Ballmer gets a pasting from Wall Street

Wall Street seems to be whipping up an angry mob ready to storm the Redmond Bastille and guillotine King Steve Ballmer.

Wall Street analysts and fund managers are furious that Vole’s share price is as mobile as a sleeping elephant and King Ballmer is sitting on a bulging cash hoard telling the shareholders to eat cake.

Chief Executive Steve Ballmer, who has been ordering a halving of the company’s share price in his 11-year tenure, met with Wall Street and investors and totally failed to mention doing anything nice for them.

One fund manager, who had earlier identified Microsoft’s use of its $53 billion cash hoard as the most important issue facing investors, told Reuters that he wanted to see more of a bank dividend.

Microsoft currently pays a 2.5 percent dividend. It is not bad but given there is all that cash it seems a bit Scrooge-like for Ballmer to sit on it.

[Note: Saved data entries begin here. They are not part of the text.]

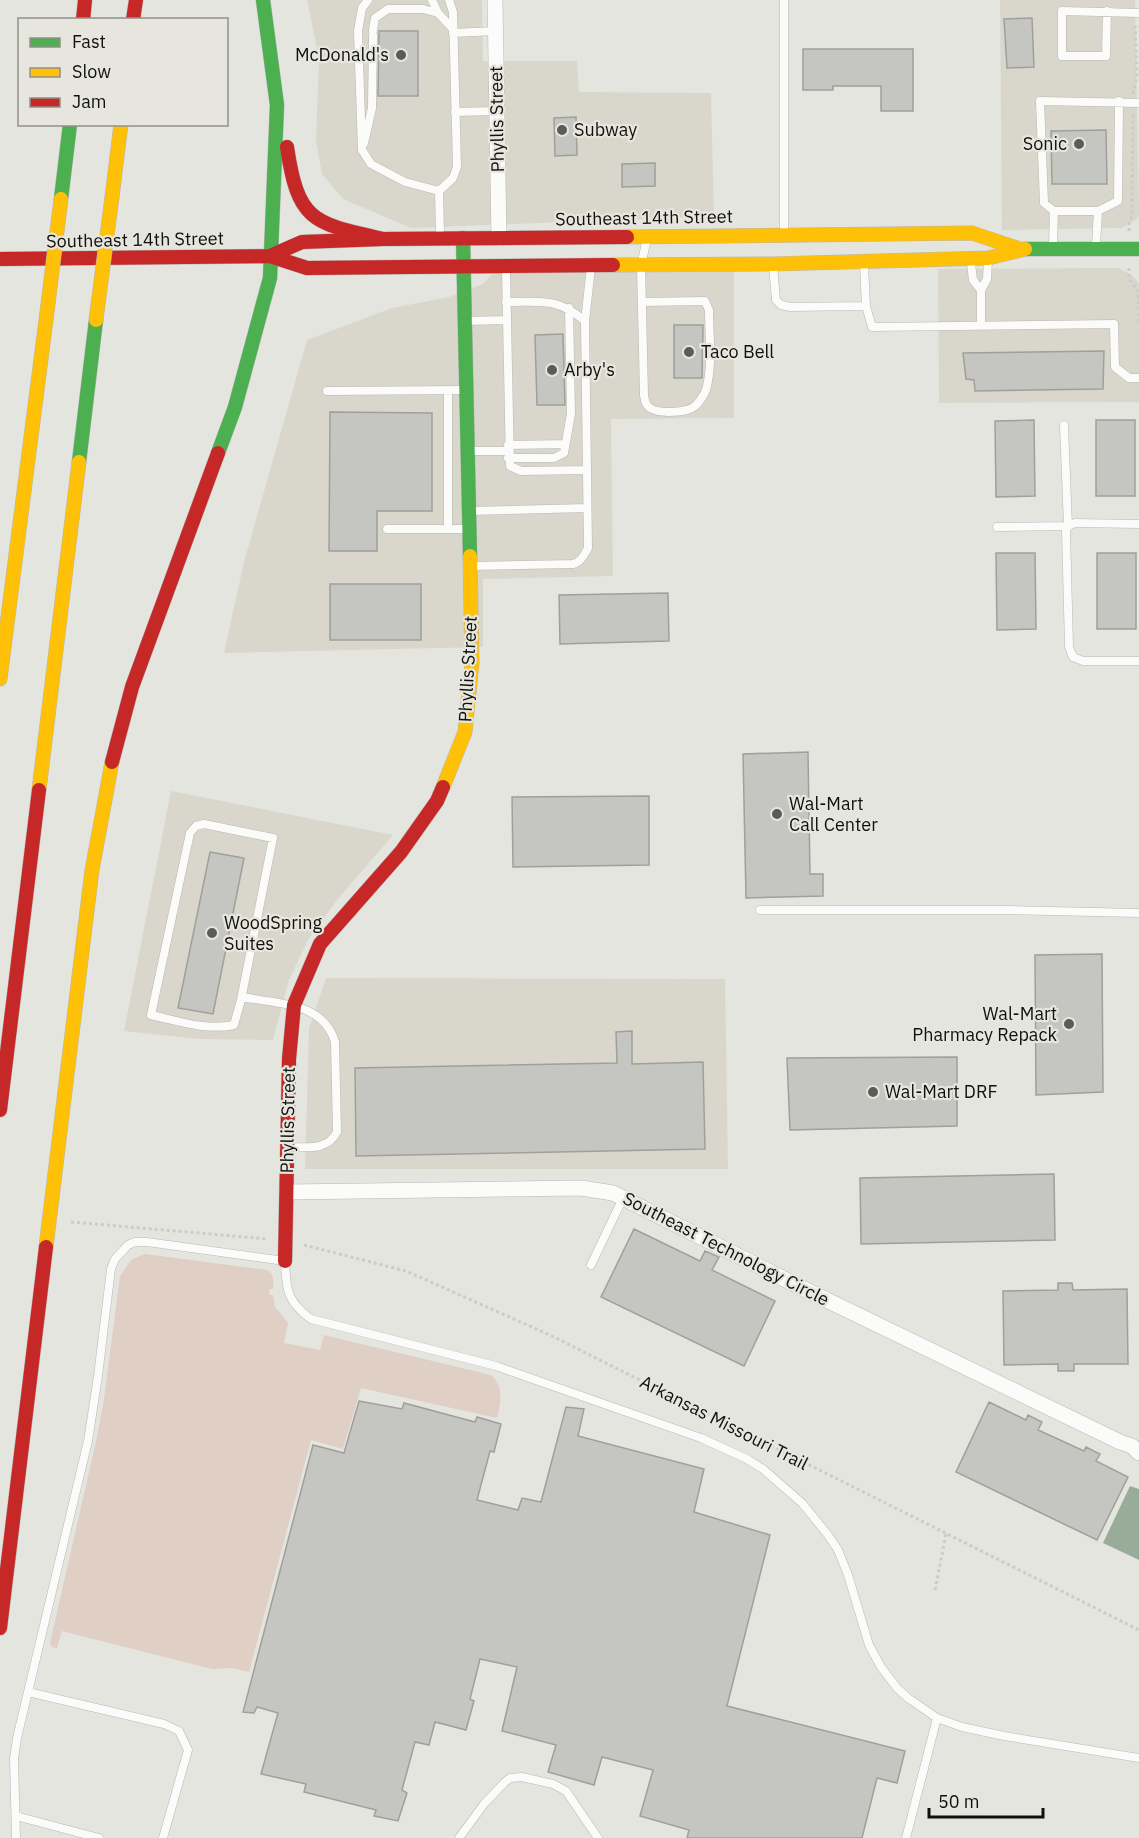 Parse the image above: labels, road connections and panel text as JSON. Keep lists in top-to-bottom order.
{
  "streets": {
    "main road": ["Phyllis Street", "Southeast 14th Street"],
    "street": ["Southeast Technology Circle"],
    "path": ["Arkansas Missouri Trail"]
  },
  "crossings": [
    ["Phyllis Street", "Southeast 14th Street"],
    ["Phyllis Street", "Southeast Technology Circle"]
  ],
  "places": [
    "McDonald's",
    "Subway",
    "Sonic",
    "Taco Bell",
    "Arby's",
    "Wal-Mart Call Center",
    "WoodSpring Suites",
    "Wal-Mart Pharmacy Repack",
    "Wal-Mart DRF"
  ],
  "legend": ["Fast", "Slow", "Jam"],
  "scale_bar": "50 m"
}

The company is expected to raise its quarterly dividend modestly next week but has shown no indication that it will bow to investor demands to double its dividend.

Chief financial officer Peter Klein said returning cash to shareholders was one of the company’s main goals, however, he failed to mention when he was going to do that.

Part of Vole’s problem is that most of its cash is sitting overseas and it can’t pay shareholders without being taxed to the skies.

Ballmer ignored a call by hedge fund manager David Einhorn. He called for his removal and the sale of the online services unit, including Bing. The unit has lost more than $6 billion in the last three years.

Ballmer has said that he was not selling Bing or dropping the slow-growing smartphone business.

He said that he did not love where Microsoft was, it just had to “kick this thing to the next level.” It’s like throwing chairs up the stairs.